* _YOUR ASSIGNMENT_
In the listing, determine how many lines contain "دکتر". The reply is that number alone.

* _DATA_
□ □ □ □ □ □ □
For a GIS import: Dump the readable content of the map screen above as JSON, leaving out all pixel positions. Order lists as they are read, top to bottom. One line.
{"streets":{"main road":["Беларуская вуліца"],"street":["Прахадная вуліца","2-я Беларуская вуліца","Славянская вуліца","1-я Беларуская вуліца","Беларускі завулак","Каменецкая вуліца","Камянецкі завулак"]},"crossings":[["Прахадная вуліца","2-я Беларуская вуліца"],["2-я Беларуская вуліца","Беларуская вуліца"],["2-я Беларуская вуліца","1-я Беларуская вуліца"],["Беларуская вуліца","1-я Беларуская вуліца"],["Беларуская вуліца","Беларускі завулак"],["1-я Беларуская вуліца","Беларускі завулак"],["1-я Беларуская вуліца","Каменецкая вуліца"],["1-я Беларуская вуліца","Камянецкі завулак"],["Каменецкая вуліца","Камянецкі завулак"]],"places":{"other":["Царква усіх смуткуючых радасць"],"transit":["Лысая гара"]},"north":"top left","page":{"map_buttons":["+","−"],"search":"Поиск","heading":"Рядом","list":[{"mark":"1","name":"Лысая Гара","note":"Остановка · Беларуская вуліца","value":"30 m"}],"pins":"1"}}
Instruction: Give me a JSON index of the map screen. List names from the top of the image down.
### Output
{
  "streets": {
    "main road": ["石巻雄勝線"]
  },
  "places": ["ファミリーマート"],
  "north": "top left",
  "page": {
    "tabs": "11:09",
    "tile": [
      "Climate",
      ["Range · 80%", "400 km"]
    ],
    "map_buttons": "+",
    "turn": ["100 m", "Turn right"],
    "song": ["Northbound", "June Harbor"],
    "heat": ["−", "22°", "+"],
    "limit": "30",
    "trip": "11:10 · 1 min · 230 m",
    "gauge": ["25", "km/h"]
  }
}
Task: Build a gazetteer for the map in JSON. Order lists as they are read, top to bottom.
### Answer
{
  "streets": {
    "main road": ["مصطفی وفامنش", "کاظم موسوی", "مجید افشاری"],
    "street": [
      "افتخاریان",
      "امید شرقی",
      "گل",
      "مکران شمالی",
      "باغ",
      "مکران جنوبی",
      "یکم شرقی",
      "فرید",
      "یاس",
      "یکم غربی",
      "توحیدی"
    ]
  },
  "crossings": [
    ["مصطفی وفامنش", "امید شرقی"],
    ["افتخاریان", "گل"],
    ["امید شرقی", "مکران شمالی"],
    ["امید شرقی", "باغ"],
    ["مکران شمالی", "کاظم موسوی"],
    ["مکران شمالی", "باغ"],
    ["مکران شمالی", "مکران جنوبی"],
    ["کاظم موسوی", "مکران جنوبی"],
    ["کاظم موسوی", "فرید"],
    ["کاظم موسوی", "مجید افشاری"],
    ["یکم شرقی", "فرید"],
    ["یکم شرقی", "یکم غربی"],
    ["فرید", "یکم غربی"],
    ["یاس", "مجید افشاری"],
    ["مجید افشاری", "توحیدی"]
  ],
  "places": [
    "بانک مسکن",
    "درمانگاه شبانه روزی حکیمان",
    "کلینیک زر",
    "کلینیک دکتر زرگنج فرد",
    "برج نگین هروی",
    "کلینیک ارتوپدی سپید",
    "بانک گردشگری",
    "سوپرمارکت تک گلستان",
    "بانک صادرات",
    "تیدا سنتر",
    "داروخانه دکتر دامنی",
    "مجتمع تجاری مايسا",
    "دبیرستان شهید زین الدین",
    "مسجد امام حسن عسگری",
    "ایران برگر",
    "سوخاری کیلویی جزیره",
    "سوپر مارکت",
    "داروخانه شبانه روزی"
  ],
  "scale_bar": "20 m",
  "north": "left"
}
□ □ □ □ □ □ □
* _ANSWER SPACE_
2